:: WORK REQUIRED ::
Reproduce the lines below exactly. Begin with the first, end with the line containing "position:relative; width:712px; height:2101px;", and leave out the pictures.

(Stored data)
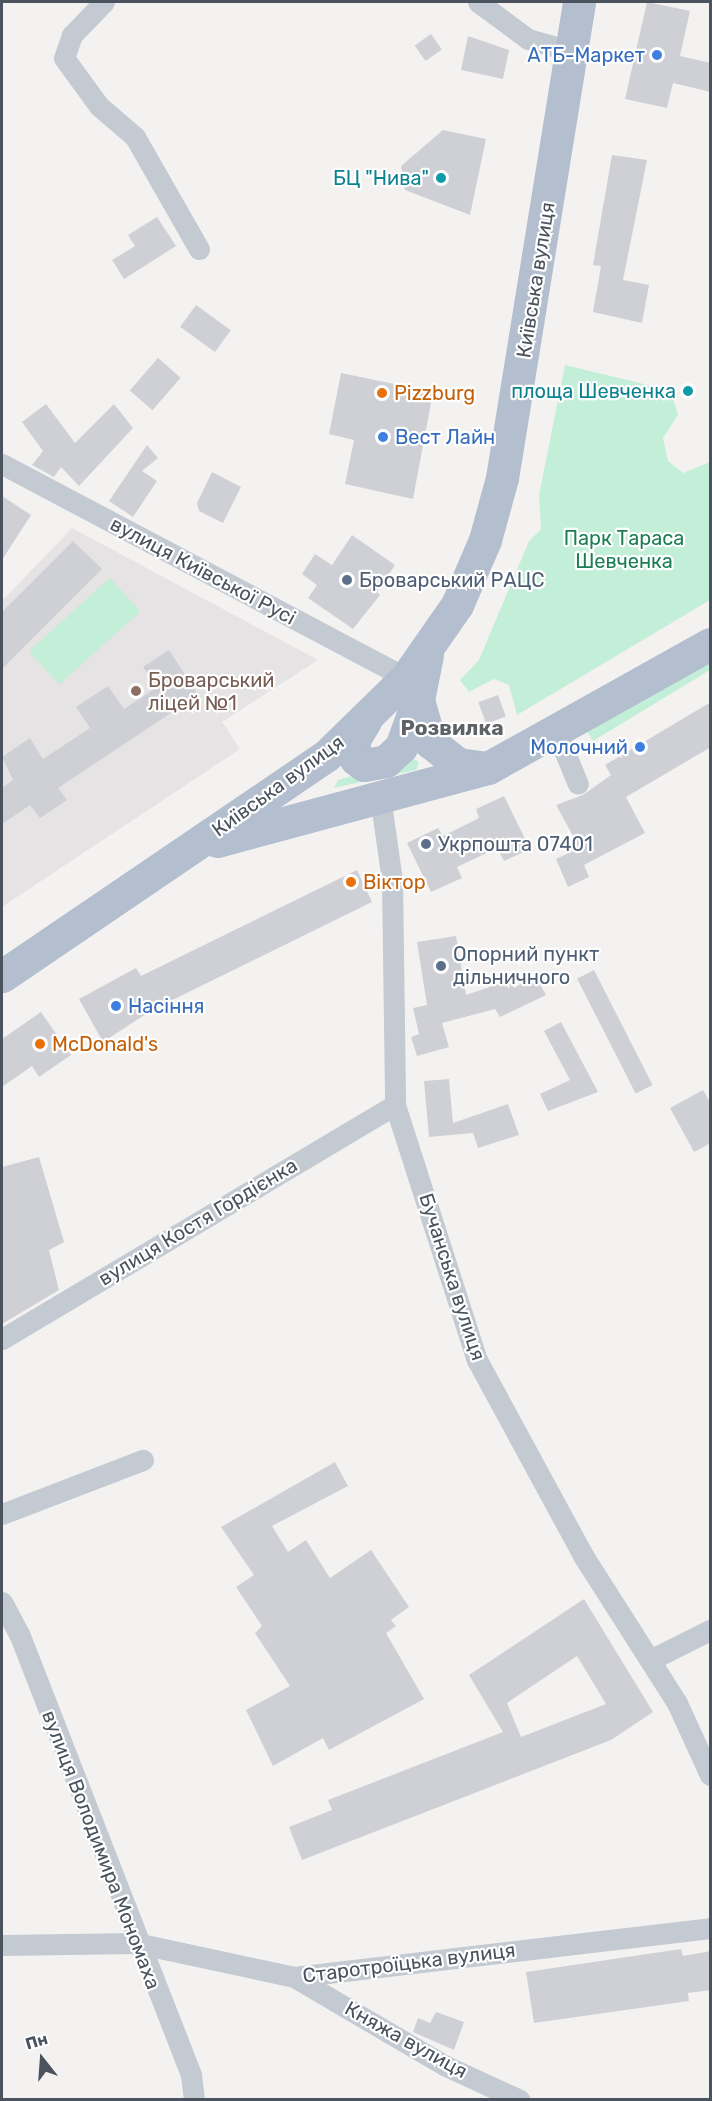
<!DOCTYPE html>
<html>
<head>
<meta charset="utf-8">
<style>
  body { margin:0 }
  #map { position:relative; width:712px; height:2101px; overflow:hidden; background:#f4f2f1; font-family:Rubik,sans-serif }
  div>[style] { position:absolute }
  .education>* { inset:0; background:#e5e3e3 }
  .green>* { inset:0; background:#c3eed8; transform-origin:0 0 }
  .building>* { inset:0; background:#cfd0d5; transform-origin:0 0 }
  .street>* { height:21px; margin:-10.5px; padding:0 10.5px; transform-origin:10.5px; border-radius:10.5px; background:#c3cad2 }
  .primary>* { height:33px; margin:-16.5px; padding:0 16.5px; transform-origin:16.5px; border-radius:16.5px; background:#b3bece }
  .dots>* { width:16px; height:16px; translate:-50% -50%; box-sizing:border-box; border:3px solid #fff; border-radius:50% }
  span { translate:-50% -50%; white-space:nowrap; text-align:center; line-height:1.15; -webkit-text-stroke:4.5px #fff; paint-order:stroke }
  .shop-label { font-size:20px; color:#366cbe }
  .right { translate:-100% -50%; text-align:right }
  .left { translate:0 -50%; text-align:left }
  .culture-label { font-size:20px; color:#0d838f }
  .street-label { font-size:20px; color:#4a535e }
  .food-label { font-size:20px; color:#c56008 }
  .park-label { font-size:20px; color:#1c7e56 }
  .service-label { font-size:20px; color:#4e5e75 }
  .education-label { font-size:20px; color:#785e54 }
  .neighbourhood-label { font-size:21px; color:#5e6166; font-weight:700 }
  .frame { position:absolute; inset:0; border:3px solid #4a535e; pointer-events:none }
  .north { position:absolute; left:12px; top:2029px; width:60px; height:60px; -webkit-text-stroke:4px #fff; paint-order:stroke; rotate:343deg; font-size:16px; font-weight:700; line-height:24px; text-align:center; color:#4a535e }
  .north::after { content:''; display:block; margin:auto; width:21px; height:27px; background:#4a535e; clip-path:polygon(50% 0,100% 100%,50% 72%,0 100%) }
</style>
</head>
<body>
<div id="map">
  <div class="education">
    <div style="clip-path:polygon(72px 528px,318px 660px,222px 722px,240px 749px,2px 907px,2px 601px)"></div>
  </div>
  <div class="green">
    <div style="clip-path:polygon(565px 365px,656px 387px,672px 396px,678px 415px,663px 438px,668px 461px,683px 473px,710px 462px,710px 600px,517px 715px,509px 685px,494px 679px,469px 692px,460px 680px,479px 660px,529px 541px,541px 529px,539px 495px)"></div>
    <div style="left:110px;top:578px;width:45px;height:109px;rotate:48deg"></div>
    <div style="clip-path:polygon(710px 654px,710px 670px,593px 741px,585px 728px)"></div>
    <div style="clip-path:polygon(413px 758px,419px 762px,416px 770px,334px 788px,338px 780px)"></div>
  </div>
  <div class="building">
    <div style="clip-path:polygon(647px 2px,690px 11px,680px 56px,711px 63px,711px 92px,673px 83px,667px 108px,625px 99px)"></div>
    <div style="left:431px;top:34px;width:19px;height:20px;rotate:55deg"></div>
    <div style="clip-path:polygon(468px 36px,509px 50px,503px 79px,461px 70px)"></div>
    <div style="clip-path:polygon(443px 130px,486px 139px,470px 215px,405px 190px,401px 166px)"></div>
    <div style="clip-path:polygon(612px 155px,647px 160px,623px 280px,649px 285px,642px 323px,593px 312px,601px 266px,593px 265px)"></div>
    <div style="clip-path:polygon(157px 217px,176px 246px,124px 279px,112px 260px,135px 246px,128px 235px)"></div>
    <div style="left:196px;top:305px;width:43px;height:27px;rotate:36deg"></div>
    <div style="left:158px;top:358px;width:30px;height:43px;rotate:41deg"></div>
    <div style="clip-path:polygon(341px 373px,433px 392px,413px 499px,345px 484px,354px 440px,329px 434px)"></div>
    <div style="clip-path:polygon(46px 404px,75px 443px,114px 404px,133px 428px,79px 486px,61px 467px,54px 477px,32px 465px,43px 451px,22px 422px)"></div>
    <div style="clip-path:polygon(147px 445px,158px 458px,142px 471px,157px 481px,133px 517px,109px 501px)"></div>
    <div style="clip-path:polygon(212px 472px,241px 487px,223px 523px,199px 511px,197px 503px)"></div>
    <div style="clip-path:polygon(2px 496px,31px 515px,2px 560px)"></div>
    <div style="clip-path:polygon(352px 535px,395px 565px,377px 592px,380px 595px,353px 629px,308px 598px,317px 585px,302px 574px,315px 554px,332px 565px)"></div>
    <div style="clip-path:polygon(73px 541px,102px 569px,2px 669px,2px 612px)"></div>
    <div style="clip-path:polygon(169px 650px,198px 695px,58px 788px,67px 800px,40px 818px,30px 805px,2px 824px,2px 788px,13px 780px,2px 757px,30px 738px,43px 759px,90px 728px,76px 707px,108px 686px,124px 709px,157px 687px,143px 667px)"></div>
    <div style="left:498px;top:695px;width:23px;height:21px;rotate:70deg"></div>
    <div style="clip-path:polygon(711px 702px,711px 747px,626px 797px,645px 833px,584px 865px,589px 877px,568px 887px,556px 859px,577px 849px,577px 843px,556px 805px,583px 795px,611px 775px,605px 765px)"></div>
    <div style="clip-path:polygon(504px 796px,530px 849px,504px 861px,497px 848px,457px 867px,462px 878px,431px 892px,407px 843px,438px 828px,443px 836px,479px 818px,476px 809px)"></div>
    <div style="clip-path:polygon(357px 870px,372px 902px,152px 1010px,103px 1042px,79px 999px,136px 968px,141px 976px)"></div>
    <div style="clip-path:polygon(456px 936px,466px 995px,510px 980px,514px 988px,535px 976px,546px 995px,500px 1017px,495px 1009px,442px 1023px,449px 1047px,417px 1056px,411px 1037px,419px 1034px,413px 1008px,427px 1005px,417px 942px)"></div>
    <div style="left:594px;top:970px;width:129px;height:19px;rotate:63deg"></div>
    <div style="clip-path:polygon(41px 1012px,71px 1055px,39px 1077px,32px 1066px,2px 1087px,2px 1039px)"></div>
    <div style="clip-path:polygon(561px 1022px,598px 1092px,548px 1111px,540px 1094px,570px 1080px,544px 1031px)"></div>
    <div style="clip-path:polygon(449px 1079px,453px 1123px,508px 1104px,519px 1135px,478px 1148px,473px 1133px,429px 1137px,424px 1081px)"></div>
    <div style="clip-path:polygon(703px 1090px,711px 1104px,711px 1143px,694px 1152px,670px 1108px)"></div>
    <div style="clip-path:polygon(39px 1157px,64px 1242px,49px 1250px,59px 1290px,2px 1324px,2px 1167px)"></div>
    <div style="clip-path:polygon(335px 1462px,348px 1486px,272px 1526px,288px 1552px,306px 1540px,330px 1578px,371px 1550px,409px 1607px,391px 1620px,396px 1626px,386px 1633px,424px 1699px,329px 1750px,323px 1738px,273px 1766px,246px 1710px,290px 1686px,255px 1633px,262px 1626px,236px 1587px,254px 1575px,221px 1527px)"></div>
    <div style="clip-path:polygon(evenodd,584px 1599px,653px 1712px,611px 1740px,302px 1860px,289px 1827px,332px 1810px,328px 1800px,503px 1732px,469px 1675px,584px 1599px,577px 1656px,606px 1704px,521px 1737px,507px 1703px,577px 1656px)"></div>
    <div style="clip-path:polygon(681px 1949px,683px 1956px,711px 1951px,711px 1990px,688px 1993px,689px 2001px,534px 2023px,526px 1972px)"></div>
    <div style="clip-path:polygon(436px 2012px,464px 2022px,454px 2050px,413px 2032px,418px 2018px,430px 2023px)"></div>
  </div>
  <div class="street">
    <div style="left:104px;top:2px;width:46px;rotate:134.1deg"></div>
    <div style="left:72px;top:35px;width:24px;rotate:109deg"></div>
    <div style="left:64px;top:58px;width:59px;rotate:53.9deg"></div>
    <div style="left:99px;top:106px;width:48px;rotate:40.7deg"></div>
    <div style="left:135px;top:137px;width:129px;rotate:60.3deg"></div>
    <div style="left:478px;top:2px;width:62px;rotate:36.5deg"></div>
    <div style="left:528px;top:39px;width:45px;rotate:15.6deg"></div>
    <div style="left:2px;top:464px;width:457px;rotate:27.9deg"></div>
    <div style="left:556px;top:731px;width:57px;rotate:67.5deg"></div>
    <div style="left:380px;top:796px;width:85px;rotate:81.9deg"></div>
    <div style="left:392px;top:880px;width:225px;rotate:89.2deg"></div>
    <div style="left:395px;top:1105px;width:268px;rotate:72.2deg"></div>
    <div style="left:477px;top:1360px;width:224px;rotate:61.5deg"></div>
    <div style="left:584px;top:1557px;width:173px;rotate:57.5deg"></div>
    <div style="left:677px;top:1703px;width:79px;rotate:65.4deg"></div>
    <div style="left:2px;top:1339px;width:457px;rotate:-30.8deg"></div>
    <div style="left:2px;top:1514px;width:151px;rotate:-21deg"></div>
    <div style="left:2px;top:1602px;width:38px;rotate:62deg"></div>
    <div style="left:20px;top:1636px;width:471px;rotate:68.7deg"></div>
    <div style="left:191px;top:2075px;width:25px;rotate:83deg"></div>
    <div style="left:650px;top:1660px;width:67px;rotate:-26.6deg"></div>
    <div style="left:2px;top:1945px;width:134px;rotate:-0.9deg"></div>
    <div style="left:136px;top:1943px;width:162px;rotate:12.1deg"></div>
    <div style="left:294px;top:1977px;width:419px;rotate:-6.7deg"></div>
    <div style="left:294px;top:1977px;width:176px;rotate:30.4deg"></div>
    <div style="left:446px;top:2066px;width:81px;rotate:24.7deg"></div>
  </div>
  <div class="primary">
    <div style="left:427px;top:655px;width:46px;rotate:101.3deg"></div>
    <div style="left:418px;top:700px;width:44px;rotate:74.1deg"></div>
    <div style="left:430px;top:742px;width:36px;rotate:38deg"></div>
    <div style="left:458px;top:764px;width:28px;rotate:8deg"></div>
    <div style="left:365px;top:721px;width:23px;rotate:121deg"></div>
    <div style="left:353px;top:741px;width:18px;rotate:81deg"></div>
    <div style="left:356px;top:759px;width:10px;rotate:37deg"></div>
    <div style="left:364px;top:765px;width:22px;rotate:-10deg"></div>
    <div style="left:386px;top:761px;width:21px;rotate:-43deg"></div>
    <div style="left:401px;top:747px;width:50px;rotate:-70.1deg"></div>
    <div style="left:217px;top:841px;width:281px;rotate:-15.1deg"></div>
    <div style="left:488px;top:768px;width:254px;rotate:-29.2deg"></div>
    <div style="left:2px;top:976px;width:392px;rotate:-34.2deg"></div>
    <div style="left:326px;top:756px;width:112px;rotate:-44.3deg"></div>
    <div style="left:406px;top:678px;width:89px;rotate:-55.1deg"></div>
    <div style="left:457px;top:605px;width:71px;rotate:-66.7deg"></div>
    <div style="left:485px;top:540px;width:64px;rotate:-74.7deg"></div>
    <div style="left:502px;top:478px;width:482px;rotate:-80.8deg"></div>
  </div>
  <div class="dots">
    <div style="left:657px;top:55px;background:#3f7fe0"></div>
    <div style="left:441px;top:178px;background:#0f9aa8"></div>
    <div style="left:688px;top:391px;background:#0f9aa8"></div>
    <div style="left:382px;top:393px;background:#e8710a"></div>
    <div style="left:383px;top:437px;background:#3f7fe0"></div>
    <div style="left:347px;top:580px;background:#5c6f8a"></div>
    <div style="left:136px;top:691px;background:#8d6e63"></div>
    <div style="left:640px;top:747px;background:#3f7fe0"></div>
    <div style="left:426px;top:844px;background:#5c6f8a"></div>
    <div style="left:351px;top:882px;background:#e8710a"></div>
    <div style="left:441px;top:966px;background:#5c6f8a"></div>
    <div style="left:116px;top:1006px;background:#3f7fe0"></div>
    <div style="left:40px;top:1044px;background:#e8710a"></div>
  </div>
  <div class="shop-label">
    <span class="right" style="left:645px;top:55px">АТБ-Маркет</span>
    <span class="left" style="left:395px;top:437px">Вест Лайн</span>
    <span class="right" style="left:628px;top:747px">Молочний</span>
    <span class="left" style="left:128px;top:1006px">Насіння</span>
  </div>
  <div class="culture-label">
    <span class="right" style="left:429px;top:178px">БЦ "Нива"</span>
    <span class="right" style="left:676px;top:391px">площа Шевченка</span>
  </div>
  <div class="street-label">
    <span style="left:536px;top:280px;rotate:-81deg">Київська вулиця</span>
    <span style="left:203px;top:571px;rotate:28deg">вулиця Київської Русі</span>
    <span style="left:278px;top:786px;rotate:-36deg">Київська вулиця</span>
    <span style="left:198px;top:1222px;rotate:-31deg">вулиця Костя Гордієнка</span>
    <span style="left:452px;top:1277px;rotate:72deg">Бучанська вулиця</span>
    <span style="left:101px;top:1850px;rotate:69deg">вулиця Володимира Мономаха</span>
    <span style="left:409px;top:1963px;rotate:-7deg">Старотроїцька вулиця</span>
    <span style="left:406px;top:2040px;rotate:29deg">Княжа вулиця</span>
  </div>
  <div class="food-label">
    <span class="left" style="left:394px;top:393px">Pizzburg</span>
    <span class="left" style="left:363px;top:882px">Віктор</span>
    <span class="left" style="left:52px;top:1044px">McDonald's</span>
  </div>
  <div class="park-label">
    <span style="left:624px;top:550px">Парк Тараса<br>Шевченка</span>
  </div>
  <div class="service-label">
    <span class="left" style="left:359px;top:580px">Броварський РАЦС</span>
    <span class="left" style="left:438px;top:844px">Укрпошта 07401</span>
    <span class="left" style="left:453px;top:966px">Опорний пункт<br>дільничного</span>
  </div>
  <div class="education-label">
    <span class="left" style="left:148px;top:692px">Броварський<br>ліцей №1</span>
  </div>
  <div class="neighbourhood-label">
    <span style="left:452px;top:728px">Розвилка</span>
  </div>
  <div class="frame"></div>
  <div class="north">Пн</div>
</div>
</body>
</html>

:: RESPONSE AREA ::
<!DOCTYPE html>
<html>
<head>
<meta charset="utf-8">
<style>
  body { margin:0 }
  #map { position:relative; width:712px; height:2101px; overflow:hidden; background:#f4f2f1; font-family:Rubik,sans-serif }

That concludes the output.